By Yuchun Guo, Director, Computational Biology and Machine Learning, and Alla Sigova, Vice President, Biology, CAMP4 Therapeutics
Gene control is an exciting and rapidly expanding area of drug discovery centered on the 98% of the human genome that does not encode proteins, but instead regulates gene transcription. Next-generation sequencing technologies have enabled researchers to collect massive amounts of epigenomic data that shed light on mechanisms of gene regulation in human disease, opening up a whole new world of potential drug targets. The growth in epigenomics is accompanied by an ongoing need for new tools to use this wealth of data to drive drug development forward, and computational models are foundational for this purpose.
At CAMP4, we focus on the human genome’s hundreds of thousands of enhancers, which regulate expression of individual genes, and we have collected massive amounts of data on multiple epigenetic features of these enhancers in a variety of healthy and diseased human cell types. Our proprietary AI model, EPIC, quantifies and scores, or “reads,” these features to help predict relevant regulatory RNAs (regRNA) – a class of non-coding RNAs produced from the enhancers – as drug targets to treat genetic diseases. Since meaningful target identification is one of the most important steps in the drug discovery process, high accuracy and resolution are crucial for the AI models used for this purpose.
As required for many AI models, EPIC had to be trained to read and learn from the data in one cell type, and then read the data collected in other cell types to predict the best drug targets for them. In order for any AI model to read the data accurately, the data sets must be normalized or transformed in a way that allows for consistent, “apples-to-apples” comparison between them. Without such data transformation, predictions made by the model may not be accurate, reliable, or biologically relevant.

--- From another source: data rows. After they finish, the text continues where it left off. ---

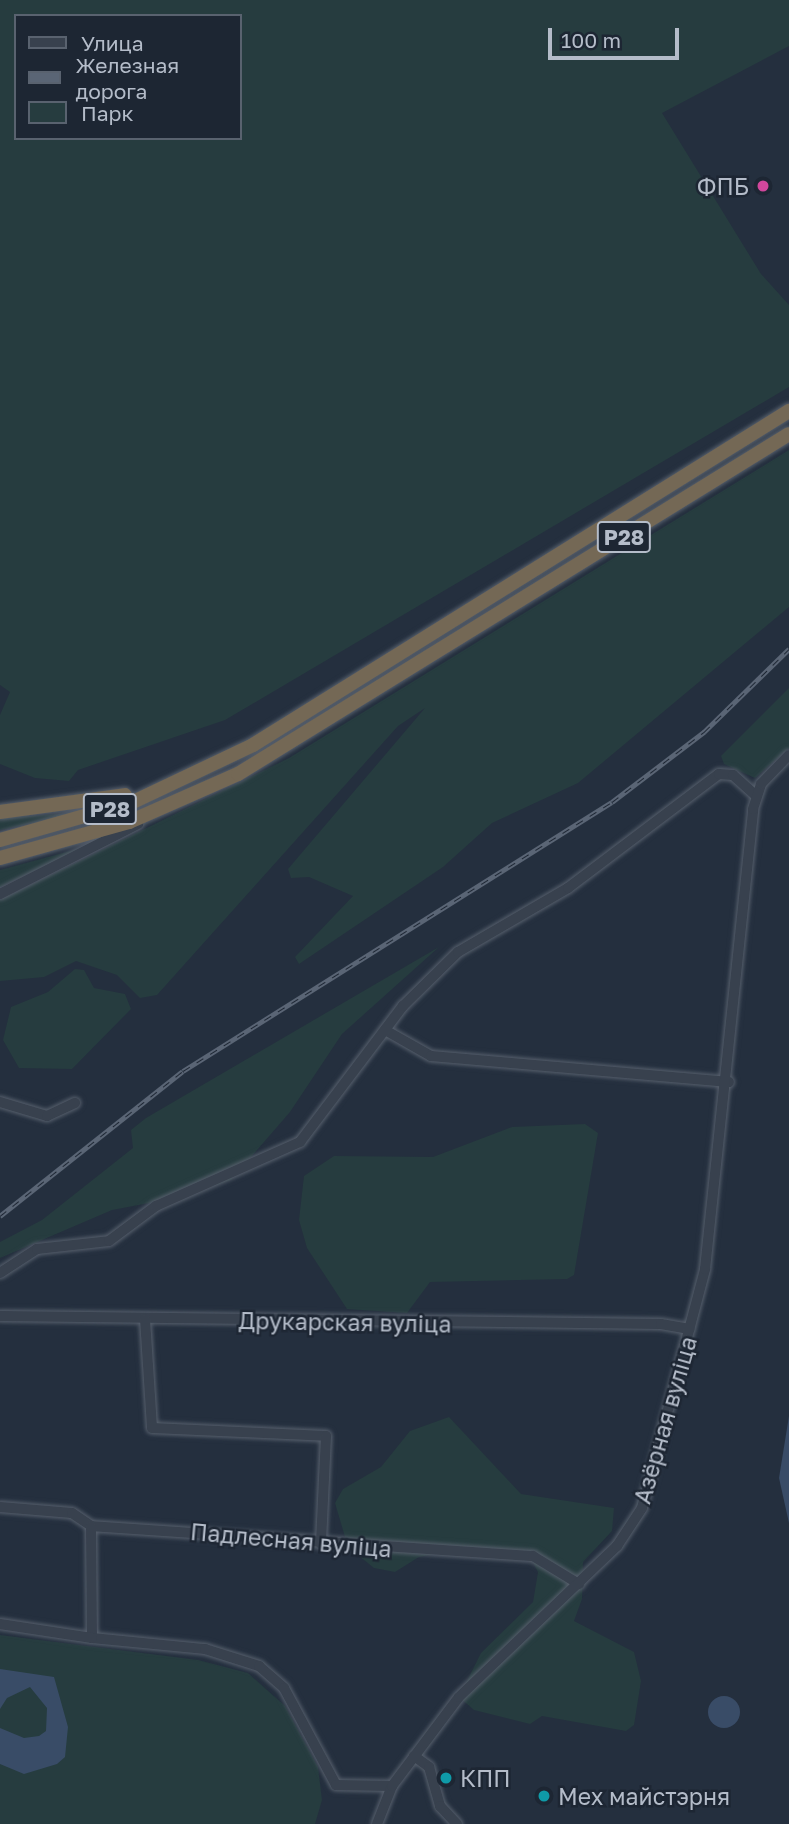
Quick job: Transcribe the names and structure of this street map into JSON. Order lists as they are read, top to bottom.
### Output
{
  "streets": {
    "highway": ["Р28"],
    "street": ["Друкарская вуліца", "Азёрная вуліца", "Падлесная вуліца"]
  },
  "crossings": [
    ["Друкарская вуліца", "Азёрная вуліца"],
    ["Азёрная вуліца", "Падлесная вуліца"]
  ],
  "places": ["ФПБ", "КПП", "Мех майстэрня"],
  "legend": ["Улица", "Железная дорога", "Парк"],
  "scale_bar": "100 m"
}
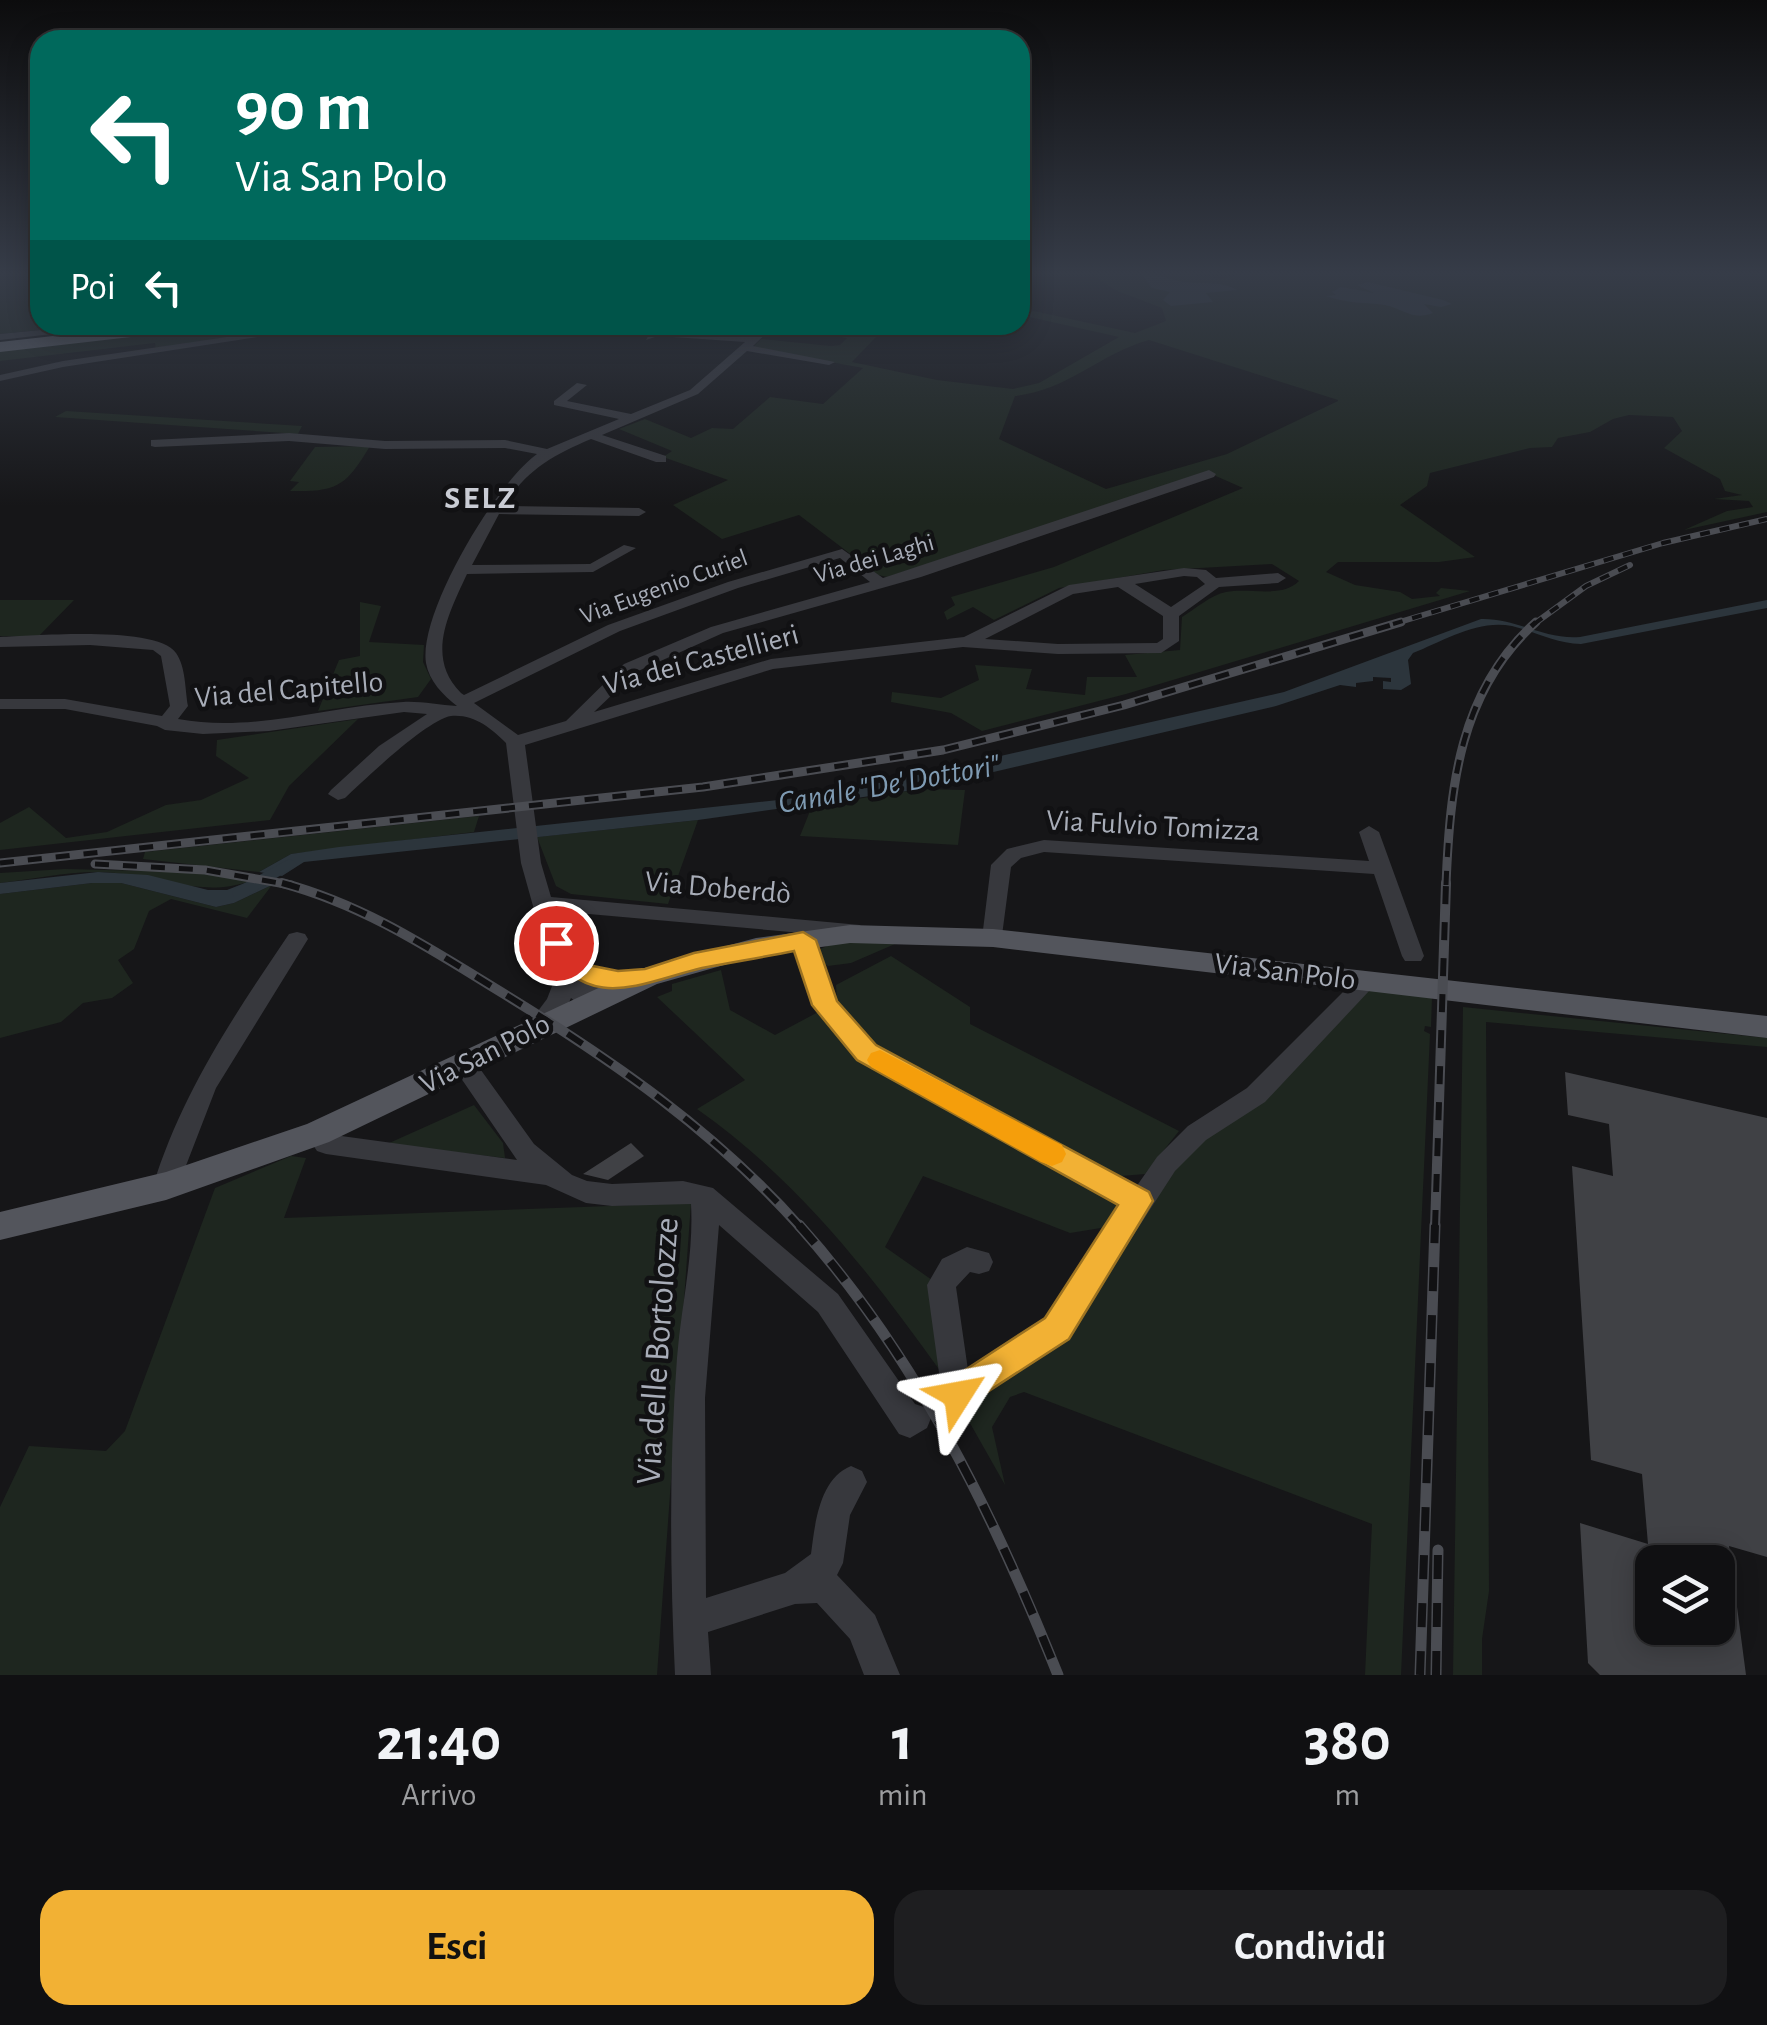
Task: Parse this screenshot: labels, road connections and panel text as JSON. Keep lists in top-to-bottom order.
{
  "streets": {
    "main road": ["Via San Polo"],
    "street": [
      "Via dei Laghi",
      "Via Eugenio Curiel",
      "Via dei Castellieri",
      "Via del Capitello",
      "Via Fulvio Tomizza",
      "Via Doberdò",
      "Via delle Bortolozze"
    ]
  },
  "crossings": [
    ["Via dei Laghi", "Via Eugenio Curiel"],
    ["Via dei Laghi", "Via dei Castellieri"],
    ["Via Eugenio Curiel", "Via del Capitello"],
    ["Via dei Castellieri", "Via del Capitello"],
    ["Via Fulvio Tomizza", "Via San Polo"],
    ["Via Doberdò", "Via San Polo"],
    ["Via San Polo", "Via delle Bortolozze"]
  ],
  "districts": ["SELZ"],
  "water": ["Canale \"De' Dottori\""],
  "page": {
    "turn": ["90 m", "Via San Polo"],
    "then": "Poi",
    "eta": [
      "21:40",
      "Arrivo",
      "1",
      "min",
      "380",
      "m"
    ],
    "buttons": ["Esci", "Condividi"]
  }
}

While there are several established normalization methods, we found they did not produce consistent or reliable results when applied to our data. We needed a new data normalization method that was specifically designed to handle multiple epigenetic features at once and thus increase the accuracy of predictions across cell types.
This led our team to develop a normalization method called Joint Multi-feature normalization (JMnorm) that we described in a paper published online in Nucleic Acids Research (NAR) on Dec. 6, 2023. We believe that by enabling more effective normalization of epigenetic features across datasets, JMnorm will improve, at the foundational level, the way in which we, as a company and as an industry, discover and develop drugs.
A new normal(ization)
We built and trained EPIC on data collected in a human myelogenous leukemia cell line and used EPIC to identify targets in liver cells, neurons, or other cell types relevant to our discovery programs.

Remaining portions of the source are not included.